Action item
Go through the records below from the first line and print each one exactly, stopping after the line that contains "0 #d1d0cf) drop-shadow(-2px". Do not print pictures or anything past that line.

Stored items from a collection
☆ ☆ ☆ ☆

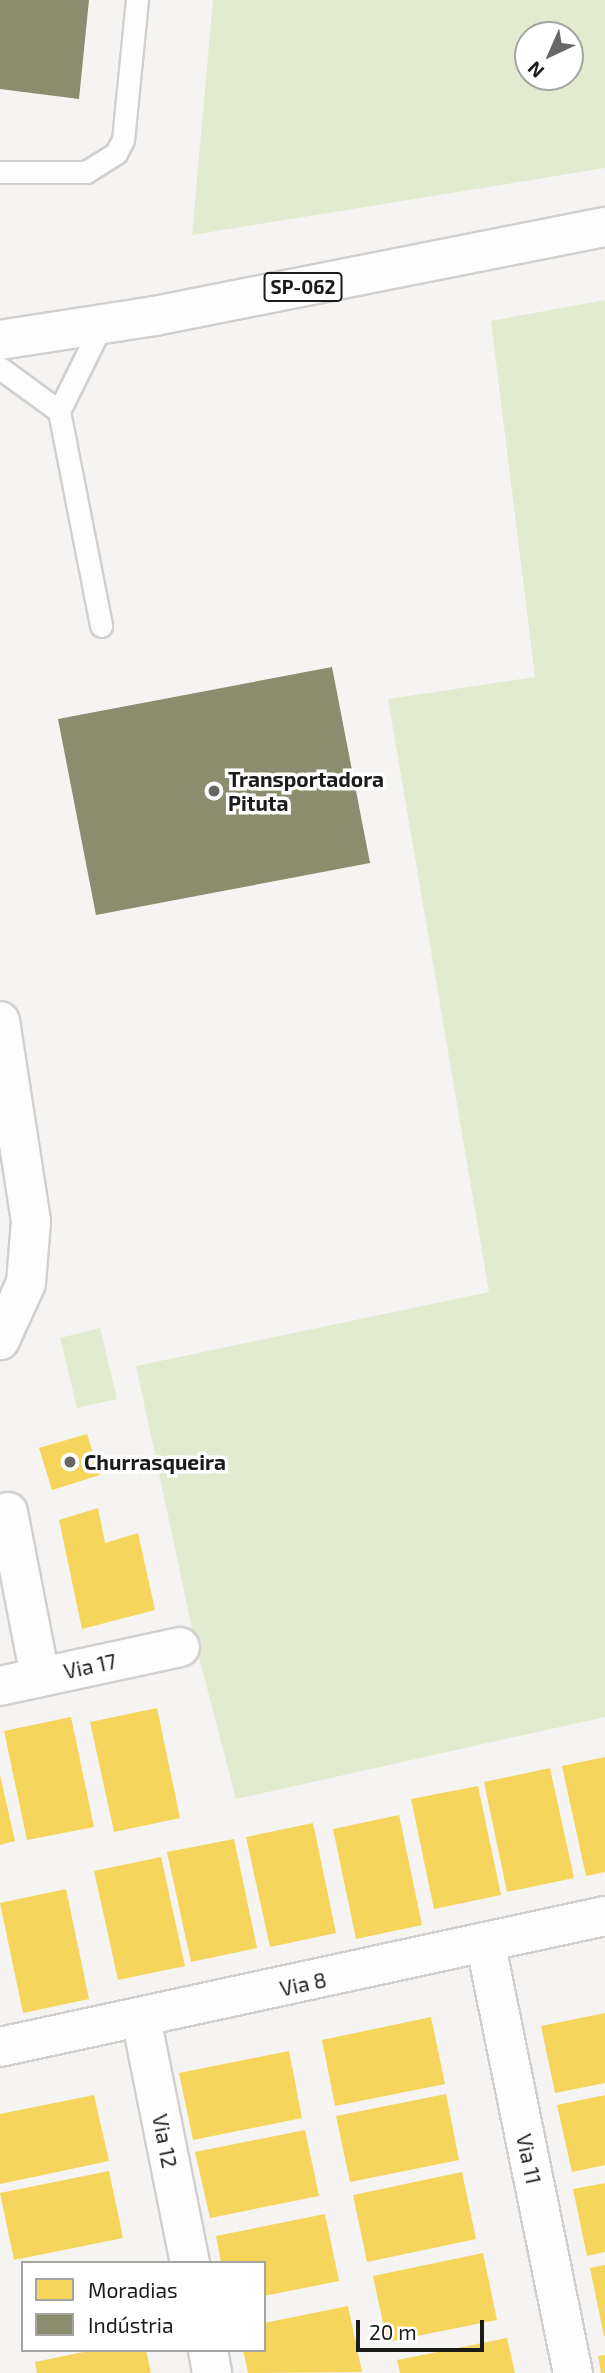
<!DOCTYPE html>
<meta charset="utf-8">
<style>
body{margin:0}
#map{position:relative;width:605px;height:2373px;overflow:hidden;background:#f5f4f2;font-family:"Exo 2",sans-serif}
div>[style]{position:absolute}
.green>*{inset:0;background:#e2ebd0}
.homes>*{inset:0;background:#f6d55c}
.industry>*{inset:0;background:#8c8c6e}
.roads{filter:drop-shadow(2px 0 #d1d0cf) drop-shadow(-2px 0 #d1d0cf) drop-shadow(0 2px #d1d0cf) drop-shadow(0 -2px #d1d0cf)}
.lane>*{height:21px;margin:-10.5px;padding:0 10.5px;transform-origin:10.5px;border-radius:10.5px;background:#fefdfd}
.street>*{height:38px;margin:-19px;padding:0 19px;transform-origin:19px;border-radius:19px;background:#fefdfd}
.secondary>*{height:38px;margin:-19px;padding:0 19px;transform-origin:19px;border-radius:19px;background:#fefdfd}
.primary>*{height:38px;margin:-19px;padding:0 19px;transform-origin:19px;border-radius:19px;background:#fefdfd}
.dots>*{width:19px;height:19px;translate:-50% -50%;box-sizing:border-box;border:4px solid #fff;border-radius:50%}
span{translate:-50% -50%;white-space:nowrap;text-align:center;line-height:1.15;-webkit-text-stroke:7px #fff;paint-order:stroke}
.shield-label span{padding:2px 5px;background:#fff;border:2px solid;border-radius:5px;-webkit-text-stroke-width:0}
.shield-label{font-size:19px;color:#1b1b19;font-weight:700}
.poi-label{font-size:21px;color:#1b1b19;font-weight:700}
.left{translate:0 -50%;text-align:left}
.street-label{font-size:21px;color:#1b1b19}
.legend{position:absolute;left:21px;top:2261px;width:245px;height:91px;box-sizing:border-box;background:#fff;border:2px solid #a4a4a3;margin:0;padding:9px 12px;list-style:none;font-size:21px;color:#1b1b19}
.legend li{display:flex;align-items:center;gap:14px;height:35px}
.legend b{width:35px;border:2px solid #a4a4a3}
.north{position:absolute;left:514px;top:21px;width:70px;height:70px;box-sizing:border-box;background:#fff;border:2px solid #a4a4a3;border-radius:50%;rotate:224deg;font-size:19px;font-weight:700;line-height:28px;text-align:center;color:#1b1b19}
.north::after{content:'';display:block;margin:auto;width:24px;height:32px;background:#676765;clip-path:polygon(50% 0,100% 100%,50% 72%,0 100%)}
.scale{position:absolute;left:356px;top:2320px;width:128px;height:32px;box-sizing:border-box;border:4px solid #1b1b19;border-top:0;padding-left:9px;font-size:21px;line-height:24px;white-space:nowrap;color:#1b1b19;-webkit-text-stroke:5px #fff;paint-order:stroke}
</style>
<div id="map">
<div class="green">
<div style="clip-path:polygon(evenodd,213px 0,605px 0,605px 168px,192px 235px,213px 0,528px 35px,570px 35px,570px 77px,528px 77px,528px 35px)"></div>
<div style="clip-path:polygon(605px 300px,605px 1717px,236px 1799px,195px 1642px,136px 1366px,489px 1292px,388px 699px,535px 677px,491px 321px)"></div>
<div style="clip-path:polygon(100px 1328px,117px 1399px,77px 1408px,60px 1338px)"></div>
</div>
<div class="homes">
<div style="clip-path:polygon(87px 1434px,100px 1475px,52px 1490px,39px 1448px)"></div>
<div style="clip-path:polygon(98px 1508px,105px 1543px,138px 1533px,155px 1610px,82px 1629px,59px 1520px)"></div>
<div style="clip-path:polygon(157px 1708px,180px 1818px,114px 1832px,90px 1722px)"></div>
<div style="clip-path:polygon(71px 1717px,94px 1827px,27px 1840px,4px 1731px)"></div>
<div style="clip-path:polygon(605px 1757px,605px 1872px,586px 1876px,562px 1766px)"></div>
<div style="clip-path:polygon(550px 1768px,574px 1878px,507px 1892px,484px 1782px)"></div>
<div style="clip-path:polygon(0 1775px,15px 1841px,0 1845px)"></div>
<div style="clip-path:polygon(478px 1786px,501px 1895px,434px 1909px,411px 1799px)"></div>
<div style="clip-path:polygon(399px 1815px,422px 1925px,356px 1939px,333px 1829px)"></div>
<div style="clip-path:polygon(313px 1823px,336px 1933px,270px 1947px,246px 1837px)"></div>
<div style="clip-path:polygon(234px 1839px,257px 1948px,191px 1962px,167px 1852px)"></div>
<div style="clip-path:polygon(161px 1857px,185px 1966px,118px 1980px,94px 1871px)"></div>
<div style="clip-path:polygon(66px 1889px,89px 1999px,23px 2013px,0 1903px)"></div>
<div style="clip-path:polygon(605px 2013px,605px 2083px,555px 2093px,541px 2026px)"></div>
<div style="clip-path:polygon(431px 2017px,445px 2084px,335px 2106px,322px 2040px)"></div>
<div style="clip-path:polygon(289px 2051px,302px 2118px,193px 2140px,179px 2073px)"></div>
<div style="clip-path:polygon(446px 2094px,459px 2160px,350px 2182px,336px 2116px)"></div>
<div style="clip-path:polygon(94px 2095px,109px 2161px,0 2184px,0 2114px)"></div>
<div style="clip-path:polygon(605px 2095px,605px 2165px,572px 2172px,557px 2105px)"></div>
<div style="clip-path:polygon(305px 2130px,319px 2196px,210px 2218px,195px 2152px)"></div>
<div style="clip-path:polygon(109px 2171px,123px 2238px,14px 2260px,0 2193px)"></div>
<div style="clip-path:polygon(462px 2172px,476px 2239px,367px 2262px,353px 2195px)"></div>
<div style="clip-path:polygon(605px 2183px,605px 2252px,587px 2256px,573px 2189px)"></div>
<div style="clip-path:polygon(325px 2214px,339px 2281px,264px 2296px,264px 2263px,221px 2263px,216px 2236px)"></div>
<div style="clip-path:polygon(483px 2253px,497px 2320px,387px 2342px,373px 2276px)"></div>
<div style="clip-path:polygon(605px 2265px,605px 2336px,604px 2336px,590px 2268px)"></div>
<div style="clip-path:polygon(348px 2306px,362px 2372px,248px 2373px,243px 2350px,264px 2350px,264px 2323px)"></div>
<div style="clip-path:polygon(507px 2338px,515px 2373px,400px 2373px,397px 2360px)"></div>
<div style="clip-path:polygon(93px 2350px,146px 2350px,151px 2373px,37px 2373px,35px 2362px)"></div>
<div style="clip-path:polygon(605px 2355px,605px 2373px,601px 2373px,598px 2356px)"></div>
</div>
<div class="industry">
<div style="clip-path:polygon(0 0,89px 0,79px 99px,0 89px)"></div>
<div style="clip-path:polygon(332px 667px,370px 863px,96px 915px,58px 719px)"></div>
</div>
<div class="roads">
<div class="lane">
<div style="left:0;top:172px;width:86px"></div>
<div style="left:86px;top:172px;width:36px;rotate:-32deg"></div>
<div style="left:116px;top:153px;width:15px;rotate:-62deg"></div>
<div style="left:123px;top:140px;width:141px;rotate:-84.3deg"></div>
<div style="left:0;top:368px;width:73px;rotate:36.1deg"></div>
<div style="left:59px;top:411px;width:219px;rotate:78.9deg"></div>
<div style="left:59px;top:411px;width:97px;rotate:-63.7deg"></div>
</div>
<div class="street">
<div style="left:8px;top:1512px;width:168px;rotate:79deg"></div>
<div style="left:0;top:1686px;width:184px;rotate:-12.2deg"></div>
<div style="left:486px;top:1946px;width:436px;rotate:78.5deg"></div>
<div style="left:141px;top:2018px;width:250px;rotate:78.7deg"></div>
<div style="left:0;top:2047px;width:619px;rotate:-12.22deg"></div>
<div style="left:208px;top:2350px;width:23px;rotate:80deg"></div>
</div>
<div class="secondary">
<div style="left:0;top:1021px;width:202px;rotate:81.2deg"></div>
<div style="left:31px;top:1221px;width:62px;rotate:94.6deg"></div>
<div style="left:26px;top:1283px;width:63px;rotate:114.5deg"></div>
</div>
<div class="primary">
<div style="left:0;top:340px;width:157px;rotate:-8.8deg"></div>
<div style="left:155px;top:316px;width:459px;rotate:-11.2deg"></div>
</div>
</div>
<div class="dots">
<div style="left:214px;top:791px;background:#676765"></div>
<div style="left:70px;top:1462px;background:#676765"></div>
</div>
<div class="shield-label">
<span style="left:303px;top:287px">SP-062</span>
</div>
<div class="poi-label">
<span class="left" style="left:228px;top:791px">Transportadora<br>Pituta</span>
<span class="left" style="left:84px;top:1462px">Churrasqueira</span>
</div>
<div class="street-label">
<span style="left:90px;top:1666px;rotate:-12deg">Via 17</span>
<span style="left:303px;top:1984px;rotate:-12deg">Via 8</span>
<span style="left:165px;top:2141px;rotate:79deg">Via 12</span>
<span style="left:529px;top:2159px;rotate:78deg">Via 11</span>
</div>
<ul class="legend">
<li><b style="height:19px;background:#f6d55c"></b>Moradias</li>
<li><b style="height:19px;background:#8c8c6e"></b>Indústria</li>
</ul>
<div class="north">N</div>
<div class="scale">20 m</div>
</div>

☆ ☆ ☆ ☆

Reply to the task
<!DOCTYPE html>
<meta charset="utf-8">
<style>
body{margin:0}
#map{position:relative;width:605px;height:2373px;overflow:hidden;background:#f5f4f2;font-family:"Exo 2",sans-serif}
div>[style]{position:absolute}
.green>*{inset:0;background:#e2ebd0}
.homes>*{inset:0;background:#f6d55c}
.industry>*{inset:0;background:#8c8c6e}
.roads{filter:drop-shadow(2px 0 #d1d0cf) drop-shadow(-2px 0 #d1d0cf) drop-shadow(0 2px #d1d0cf) drop-shadow(0 -2px #d1d0cf)}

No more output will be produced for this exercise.